Updated

Gases and hot rock fragments continue to spout out of Mexico's Popocatépetl volcano, dusting towns on its flanks with volcanic ash.

But unlike recent days, the ash has not spread to neighboring cities.

Civil defense radio dispatcher Dulce Maria Casquera says the volcano alert level remains high, but no evacuations are planned at present.

Casquera says that apart from the ash, the 17,886-foot (5,450-meter) volcano has been relatively calm.

However, the National Disaster Prevention Center says in a report Wednesday that that some glowing rock fragments rolled about a quarter mile (half kilometer) down the slopes.

Authorities this week raised the alert level due to increasing activity at the peak southeast of Mexico City. Its most violent eruption in 1,200 years occurred on Dec. 18, 2000.

It's now at the fifth step on a seven-level warning scale.

The National Disaster Prevention Center says a lava dome is growing in the volcano's crater.

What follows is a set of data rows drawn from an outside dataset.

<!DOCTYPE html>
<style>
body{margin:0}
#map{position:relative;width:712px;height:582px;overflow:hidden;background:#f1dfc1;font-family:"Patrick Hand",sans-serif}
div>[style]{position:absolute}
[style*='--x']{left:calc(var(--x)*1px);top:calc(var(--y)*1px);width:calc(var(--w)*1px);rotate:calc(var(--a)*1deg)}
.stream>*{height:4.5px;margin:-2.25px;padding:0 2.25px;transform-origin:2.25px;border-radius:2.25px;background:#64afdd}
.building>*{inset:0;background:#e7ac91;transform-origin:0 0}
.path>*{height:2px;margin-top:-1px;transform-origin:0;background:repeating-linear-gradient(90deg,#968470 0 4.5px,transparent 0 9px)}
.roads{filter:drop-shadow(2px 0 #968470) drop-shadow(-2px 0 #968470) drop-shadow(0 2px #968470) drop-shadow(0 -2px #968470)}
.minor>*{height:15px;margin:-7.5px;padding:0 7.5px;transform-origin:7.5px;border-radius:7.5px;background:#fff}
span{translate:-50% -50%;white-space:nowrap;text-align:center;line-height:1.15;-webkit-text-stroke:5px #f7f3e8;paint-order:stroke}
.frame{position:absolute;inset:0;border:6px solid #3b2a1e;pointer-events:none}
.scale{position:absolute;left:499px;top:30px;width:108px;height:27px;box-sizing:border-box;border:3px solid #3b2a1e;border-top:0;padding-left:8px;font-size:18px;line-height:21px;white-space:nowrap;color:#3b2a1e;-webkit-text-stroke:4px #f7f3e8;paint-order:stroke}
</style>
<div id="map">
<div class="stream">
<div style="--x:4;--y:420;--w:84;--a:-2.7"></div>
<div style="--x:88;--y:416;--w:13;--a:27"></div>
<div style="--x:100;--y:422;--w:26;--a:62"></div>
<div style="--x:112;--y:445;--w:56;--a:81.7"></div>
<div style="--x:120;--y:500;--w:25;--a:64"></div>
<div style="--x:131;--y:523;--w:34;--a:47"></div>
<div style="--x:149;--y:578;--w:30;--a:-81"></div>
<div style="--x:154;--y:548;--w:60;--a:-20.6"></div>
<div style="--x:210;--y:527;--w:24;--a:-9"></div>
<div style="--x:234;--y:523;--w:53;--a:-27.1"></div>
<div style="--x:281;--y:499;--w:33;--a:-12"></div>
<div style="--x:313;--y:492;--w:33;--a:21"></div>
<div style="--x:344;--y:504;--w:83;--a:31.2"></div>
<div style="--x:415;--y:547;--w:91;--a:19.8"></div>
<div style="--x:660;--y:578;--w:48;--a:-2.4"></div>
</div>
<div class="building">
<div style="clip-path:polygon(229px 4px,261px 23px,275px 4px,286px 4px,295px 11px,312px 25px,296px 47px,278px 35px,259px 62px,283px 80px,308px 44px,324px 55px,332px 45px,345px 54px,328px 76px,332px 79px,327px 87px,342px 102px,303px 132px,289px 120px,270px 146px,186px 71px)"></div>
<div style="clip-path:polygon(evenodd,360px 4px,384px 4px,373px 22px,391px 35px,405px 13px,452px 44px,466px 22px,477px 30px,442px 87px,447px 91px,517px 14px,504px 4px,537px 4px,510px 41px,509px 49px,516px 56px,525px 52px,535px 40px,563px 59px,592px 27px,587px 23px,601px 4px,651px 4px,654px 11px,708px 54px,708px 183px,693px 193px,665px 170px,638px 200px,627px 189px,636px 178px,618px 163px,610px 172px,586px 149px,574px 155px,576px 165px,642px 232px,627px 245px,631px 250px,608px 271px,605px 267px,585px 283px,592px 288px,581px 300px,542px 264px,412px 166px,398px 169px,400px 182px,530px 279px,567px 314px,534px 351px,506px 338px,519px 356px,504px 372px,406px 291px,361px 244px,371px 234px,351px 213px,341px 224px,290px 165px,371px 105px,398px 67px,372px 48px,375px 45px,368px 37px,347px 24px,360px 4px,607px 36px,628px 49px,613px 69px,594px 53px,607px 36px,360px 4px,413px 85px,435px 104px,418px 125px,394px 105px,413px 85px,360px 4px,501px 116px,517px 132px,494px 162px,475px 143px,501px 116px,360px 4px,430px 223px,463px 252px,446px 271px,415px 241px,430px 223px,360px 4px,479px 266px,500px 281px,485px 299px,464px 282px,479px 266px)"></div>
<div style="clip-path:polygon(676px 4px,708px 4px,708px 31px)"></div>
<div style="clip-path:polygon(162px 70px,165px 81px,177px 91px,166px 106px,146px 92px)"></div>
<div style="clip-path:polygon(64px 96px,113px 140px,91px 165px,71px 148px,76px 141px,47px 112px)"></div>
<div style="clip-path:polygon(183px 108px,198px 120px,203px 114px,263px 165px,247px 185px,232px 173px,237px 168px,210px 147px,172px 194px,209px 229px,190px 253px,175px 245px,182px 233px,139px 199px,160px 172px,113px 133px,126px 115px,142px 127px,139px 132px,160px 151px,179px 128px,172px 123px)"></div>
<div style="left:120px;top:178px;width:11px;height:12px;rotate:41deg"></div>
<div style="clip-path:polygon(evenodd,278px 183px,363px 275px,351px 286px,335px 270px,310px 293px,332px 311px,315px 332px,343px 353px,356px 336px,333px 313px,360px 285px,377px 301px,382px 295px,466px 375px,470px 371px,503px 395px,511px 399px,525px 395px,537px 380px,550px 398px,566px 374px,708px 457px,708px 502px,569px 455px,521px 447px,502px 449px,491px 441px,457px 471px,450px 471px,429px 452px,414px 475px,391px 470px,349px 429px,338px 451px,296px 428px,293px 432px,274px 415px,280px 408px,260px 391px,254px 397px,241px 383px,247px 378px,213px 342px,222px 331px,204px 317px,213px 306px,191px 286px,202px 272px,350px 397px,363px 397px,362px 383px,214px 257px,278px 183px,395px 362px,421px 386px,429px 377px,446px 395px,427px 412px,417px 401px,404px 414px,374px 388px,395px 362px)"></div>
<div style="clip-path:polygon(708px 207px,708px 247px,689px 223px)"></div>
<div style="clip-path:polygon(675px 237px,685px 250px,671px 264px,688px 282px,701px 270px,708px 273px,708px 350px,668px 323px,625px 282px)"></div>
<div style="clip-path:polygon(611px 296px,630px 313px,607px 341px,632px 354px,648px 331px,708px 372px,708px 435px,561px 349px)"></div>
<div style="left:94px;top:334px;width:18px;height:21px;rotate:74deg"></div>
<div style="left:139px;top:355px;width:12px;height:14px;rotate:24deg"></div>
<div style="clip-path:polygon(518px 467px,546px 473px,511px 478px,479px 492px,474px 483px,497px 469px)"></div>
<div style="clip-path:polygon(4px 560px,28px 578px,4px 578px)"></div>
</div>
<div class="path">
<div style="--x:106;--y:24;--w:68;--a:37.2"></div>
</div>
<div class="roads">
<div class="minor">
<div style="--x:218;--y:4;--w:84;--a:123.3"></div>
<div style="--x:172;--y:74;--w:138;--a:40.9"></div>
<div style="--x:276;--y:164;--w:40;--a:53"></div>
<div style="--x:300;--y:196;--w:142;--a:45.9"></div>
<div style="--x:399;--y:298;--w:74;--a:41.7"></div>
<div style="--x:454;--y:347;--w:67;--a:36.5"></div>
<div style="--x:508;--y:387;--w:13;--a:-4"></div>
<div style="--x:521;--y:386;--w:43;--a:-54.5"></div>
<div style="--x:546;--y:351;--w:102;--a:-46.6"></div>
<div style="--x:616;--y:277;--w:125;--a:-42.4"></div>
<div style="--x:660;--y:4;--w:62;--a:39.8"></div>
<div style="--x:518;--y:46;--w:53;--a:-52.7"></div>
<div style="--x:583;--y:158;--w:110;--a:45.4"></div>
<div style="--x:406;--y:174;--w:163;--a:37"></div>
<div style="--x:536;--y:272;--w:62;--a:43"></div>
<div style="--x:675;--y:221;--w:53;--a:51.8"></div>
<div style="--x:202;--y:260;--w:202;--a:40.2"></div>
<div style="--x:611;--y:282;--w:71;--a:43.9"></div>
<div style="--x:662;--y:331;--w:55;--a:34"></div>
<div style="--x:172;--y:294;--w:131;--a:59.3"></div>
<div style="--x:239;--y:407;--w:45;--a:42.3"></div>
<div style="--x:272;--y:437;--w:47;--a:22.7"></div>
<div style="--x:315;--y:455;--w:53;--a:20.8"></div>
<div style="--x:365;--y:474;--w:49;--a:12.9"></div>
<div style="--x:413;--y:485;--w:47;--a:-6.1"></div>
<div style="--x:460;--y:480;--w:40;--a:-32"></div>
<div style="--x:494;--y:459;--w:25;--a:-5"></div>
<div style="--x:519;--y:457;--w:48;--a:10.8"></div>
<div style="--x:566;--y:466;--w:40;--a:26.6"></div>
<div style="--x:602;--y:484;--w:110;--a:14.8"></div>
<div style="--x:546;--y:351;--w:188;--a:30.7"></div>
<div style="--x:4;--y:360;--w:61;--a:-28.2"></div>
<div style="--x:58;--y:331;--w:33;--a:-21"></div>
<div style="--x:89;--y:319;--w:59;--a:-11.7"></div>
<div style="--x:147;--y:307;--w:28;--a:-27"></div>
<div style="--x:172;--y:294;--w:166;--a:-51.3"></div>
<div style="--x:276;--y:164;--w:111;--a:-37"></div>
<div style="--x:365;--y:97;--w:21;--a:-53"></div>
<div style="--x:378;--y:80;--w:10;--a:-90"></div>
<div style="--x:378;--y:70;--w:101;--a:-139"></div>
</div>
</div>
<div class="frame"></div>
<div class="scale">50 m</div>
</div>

The center said in a statement late Monday the volcano could experience "significant explosions of growing intensity that hurl incandescent rocks significant distances," large ash showers and possible flows of mud and molten rocks down the volcano's flanks.

Last August, the volcano spewed out ash from its crater.

Mexico's national disaster prevention agency said the volcano shot out ash for more than a half mile (a kilometer) into the sky four times and there was a possibility that the ash could have fallen onto Mexico City.

The name Popocatépetl comes from the Nahuatl words for "it smokes" and "mountain."